[Collected data entries]
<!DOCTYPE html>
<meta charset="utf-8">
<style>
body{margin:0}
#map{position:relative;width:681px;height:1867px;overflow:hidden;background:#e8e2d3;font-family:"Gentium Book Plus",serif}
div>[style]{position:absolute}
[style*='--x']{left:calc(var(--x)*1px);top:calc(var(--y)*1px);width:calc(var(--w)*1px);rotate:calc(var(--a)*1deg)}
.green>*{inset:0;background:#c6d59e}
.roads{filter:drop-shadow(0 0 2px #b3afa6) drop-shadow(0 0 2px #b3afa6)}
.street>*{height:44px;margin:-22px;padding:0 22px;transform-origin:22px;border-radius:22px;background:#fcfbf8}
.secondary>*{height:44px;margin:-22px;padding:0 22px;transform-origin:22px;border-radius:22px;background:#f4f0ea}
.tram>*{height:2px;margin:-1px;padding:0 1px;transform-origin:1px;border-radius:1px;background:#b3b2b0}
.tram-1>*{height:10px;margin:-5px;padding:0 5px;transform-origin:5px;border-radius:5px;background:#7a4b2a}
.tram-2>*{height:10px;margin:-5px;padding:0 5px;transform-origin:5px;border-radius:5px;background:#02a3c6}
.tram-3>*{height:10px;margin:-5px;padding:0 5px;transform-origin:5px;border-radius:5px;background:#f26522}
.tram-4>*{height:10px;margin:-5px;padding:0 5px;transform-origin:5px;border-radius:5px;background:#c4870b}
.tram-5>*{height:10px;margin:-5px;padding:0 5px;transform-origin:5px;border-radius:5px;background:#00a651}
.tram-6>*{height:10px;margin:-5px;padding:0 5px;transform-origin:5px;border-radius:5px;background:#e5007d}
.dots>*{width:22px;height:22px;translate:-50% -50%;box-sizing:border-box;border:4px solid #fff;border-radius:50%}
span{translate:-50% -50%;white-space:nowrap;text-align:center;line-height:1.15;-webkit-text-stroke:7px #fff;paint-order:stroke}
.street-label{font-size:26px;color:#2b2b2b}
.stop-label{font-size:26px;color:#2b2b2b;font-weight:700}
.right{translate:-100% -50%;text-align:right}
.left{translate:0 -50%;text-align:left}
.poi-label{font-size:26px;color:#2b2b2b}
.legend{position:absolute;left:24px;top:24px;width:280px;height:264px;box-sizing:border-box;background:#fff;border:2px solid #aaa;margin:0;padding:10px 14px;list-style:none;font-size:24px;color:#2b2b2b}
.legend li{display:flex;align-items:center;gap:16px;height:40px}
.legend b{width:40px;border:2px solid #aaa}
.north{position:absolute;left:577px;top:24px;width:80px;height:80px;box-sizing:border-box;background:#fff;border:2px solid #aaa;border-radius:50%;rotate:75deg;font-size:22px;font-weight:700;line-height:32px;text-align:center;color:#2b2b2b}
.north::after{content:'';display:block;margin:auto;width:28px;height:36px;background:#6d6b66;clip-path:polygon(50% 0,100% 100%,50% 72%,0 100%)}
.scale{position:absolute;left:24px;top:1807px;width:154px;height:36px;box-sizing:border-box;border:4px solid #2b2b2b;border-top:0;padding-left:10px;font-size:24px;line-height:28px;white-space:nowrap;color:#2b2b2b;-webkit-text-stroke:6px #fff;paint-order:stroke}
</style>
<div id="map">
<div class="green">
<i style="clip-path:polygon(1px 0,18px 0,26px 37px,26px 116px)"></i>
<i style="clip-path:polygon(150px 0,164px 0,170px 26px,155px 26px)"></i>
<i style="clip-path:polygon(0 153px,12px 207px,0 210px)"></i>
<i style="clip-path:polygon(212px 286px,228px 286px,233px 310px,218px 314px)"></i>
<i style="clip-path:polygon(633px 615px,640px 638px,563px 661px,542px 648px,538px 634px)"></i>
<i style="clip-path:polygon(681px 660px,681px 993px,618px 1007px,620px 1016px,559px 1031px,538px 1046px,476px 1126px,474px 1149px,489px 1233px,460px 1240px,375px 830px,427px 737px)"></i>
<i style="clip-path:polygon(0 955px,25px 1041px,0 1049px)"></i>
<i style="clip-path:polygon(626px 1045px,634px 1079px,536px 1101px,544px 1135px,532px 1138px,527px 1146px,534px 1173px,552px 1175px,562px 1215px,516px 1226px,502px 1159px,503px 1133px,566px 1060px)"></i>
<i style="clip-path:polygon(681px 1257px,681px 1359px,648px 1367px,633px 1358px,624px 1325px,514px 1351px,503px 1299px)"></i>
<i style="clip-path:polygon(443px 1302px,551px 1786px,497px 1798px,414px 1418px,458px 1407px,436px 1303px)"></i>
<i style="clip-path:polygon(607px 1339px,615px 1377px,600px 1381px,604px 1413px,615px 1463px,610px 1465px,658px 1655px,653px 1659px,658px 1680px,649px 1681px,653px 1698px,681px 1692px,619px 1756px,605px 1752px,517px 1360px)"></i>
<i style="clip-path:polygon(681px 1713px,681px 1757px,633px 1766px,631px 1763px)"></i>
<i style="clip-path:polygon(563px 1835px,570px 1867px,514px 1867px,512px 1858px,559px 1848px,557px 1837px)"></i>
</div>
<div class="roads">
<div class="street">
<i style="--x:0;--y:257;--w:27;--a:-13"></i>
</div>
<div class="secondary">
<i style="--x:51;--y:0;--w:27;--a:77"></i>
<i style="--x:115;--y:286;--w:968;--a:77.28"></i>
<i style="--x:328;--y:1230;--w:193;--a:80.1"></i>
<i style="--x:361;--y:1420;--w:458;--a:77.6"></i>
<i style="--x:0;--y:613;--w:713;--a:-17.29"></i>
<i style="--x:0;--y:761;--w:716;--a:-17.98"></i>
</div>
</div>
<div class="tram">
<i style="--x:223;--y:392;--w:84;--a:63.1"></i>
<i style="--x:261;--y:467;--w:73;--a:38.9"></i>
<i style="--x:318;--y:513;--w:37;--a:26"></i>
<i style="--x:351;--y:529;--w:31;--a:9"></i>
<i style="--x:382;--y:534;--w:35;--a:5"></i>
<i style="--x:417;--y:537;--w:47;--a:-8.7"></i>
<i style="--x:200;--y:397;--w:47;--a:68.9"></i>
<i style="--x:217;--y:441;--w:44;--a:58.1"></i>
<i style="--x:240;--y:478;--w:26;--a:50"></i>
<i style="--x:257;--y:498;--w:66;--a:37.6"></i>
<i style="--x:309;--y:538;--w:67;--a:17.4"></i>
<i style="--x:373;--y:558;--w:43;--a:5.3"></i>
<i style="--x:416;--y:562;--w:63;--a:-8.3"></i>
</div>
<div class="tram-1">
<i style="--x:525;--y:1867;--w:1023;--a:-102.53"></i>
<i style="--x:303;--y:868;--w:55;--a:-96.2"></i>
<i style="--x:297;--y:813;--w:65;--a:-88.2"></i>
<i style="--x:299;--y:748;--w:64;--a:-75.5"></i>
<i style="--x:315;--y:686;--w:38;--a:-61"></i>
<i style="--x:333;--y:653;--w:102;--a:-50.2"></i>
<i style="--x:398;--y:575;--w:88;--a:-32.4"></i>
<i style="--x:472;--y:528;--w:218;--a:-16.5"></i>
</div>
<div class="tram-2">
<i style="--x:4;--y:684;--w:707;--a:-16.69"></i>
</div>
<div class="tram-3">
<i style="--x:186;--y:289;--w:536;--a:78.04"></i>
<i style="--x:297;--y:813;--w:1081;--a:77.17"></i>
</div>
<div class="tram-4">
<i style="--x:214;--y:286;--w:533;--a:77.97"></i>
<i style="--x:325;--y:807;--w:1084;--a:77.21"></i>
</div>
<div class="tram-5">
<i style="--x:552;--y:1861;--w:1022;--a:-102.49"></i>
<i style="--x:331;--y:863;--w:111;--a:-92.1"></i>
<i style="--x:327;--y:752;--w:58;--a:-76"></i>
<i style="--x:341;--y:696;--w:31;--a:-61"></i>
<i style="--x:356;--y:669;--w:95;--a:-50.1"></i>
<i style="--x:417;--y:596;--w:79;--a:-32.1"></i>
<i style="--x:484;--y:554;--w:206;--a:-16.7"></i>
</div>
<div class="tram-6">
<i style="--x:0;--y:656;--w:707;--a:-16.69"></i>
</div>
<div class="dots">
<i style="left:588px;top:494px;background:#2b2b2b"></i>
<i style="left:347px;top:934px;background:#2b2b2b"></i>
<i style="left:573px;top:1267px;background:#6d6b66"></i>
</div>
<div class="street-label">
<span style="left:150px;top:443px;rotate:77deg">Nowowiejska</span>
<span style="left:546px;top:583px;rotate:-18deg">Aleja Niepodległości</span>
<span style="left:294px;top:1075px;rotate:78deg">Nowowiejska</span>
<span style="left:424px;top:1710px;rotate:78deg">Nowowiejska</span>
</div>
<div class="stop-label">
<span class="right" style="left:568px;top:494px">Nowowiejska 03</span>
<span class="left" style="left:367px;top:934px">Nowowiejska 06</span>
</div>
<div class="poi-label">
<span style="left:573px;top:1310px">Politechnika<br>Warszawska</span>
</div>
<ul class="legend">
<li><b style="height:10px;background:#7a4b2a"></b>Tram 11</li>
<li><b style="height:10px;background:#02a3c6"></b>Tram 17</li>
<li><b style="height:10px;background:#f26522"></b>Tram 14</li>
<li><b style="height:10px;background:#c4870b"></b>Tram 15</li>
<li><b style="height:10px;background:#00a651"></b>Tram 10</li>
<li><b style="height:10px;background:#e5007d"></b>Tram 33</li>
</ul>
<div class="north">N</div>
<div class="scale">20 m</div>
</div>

▶ [What to produce]: Show each line in the data where the string "roads" appears.

▶ [Exercise result]:
.roads{filter:drop-shadow(0 0 2px #b3afa6) drop-shadow(0 0 2px #b3afa6)}
<div class="roads">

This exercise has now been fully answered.